Preparation and characterization of deferoxamine loaded liposomes for targeted delivery to the heart and liver

The aim of this study was to prepare and characterize Deferoxamine mesylate (DFO) loaded liposomal formulations for targeted delivery to specific organs such as the liver and heart and also to increase the circulation time of DFO in the body for enhanced delivery for potential treatment of iron toxicity. Liposomes which have been extensively studied in the last few decades are spherical lipid vesicles having one or more phospholipid bilayers encapsulating an aqueous core containing the active drug. The preliminary study of this research focuses on optimization of the method for preparation of small unilamellar vesicles and physical characterization of six different DFO encapsulated liposomal formulations.
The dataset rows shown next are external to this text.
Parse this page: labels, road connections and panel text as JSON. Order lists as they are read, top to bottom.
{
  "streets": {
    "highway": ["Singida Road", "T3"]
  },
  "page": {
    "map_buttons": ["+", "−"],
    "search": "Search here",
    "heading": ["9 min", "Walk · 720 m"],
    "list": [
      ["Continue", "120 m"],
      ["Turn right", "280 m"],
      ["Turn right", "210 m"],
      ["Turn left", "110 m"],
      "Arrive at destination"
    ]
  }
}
Three different surface modifications of the liposomes employed in this research are grafting of a polyethylene glycol moiety on conventional liposomes to increase the blood circulation time of the encapsulated drug, addition of mannose moieties to the lipid bilayer to target the mannose receptors present on the Kupffer cells in the liver and use of DOTAP which is a cationic lipid to facilitate drug targeting to the heart and the liver via ionic interaction. Focus was also given to the characterization of size, surface charge and drug incorporation capacity of these liposomes. The final step in the proposed study was focused on in vitro and in vivo targeting of the mannosylated liposomes to the mannose receptors in the liver. As a part of this study the liposomes formulated with rhodamine labeled lipid were used for qualitative and quantitative experiments. The quantitative and qualitative studies were undertaken via FACS analysis and fluorescence microscopy respectively. Successful completion of this set of experiments confirm that Deferoxamine loaded mannosylated liposomes can be used to increase the accumulation of the drug in the kupffer cells of the liver and that cationic liposomes may suffice in targeting to hepatic cells in general.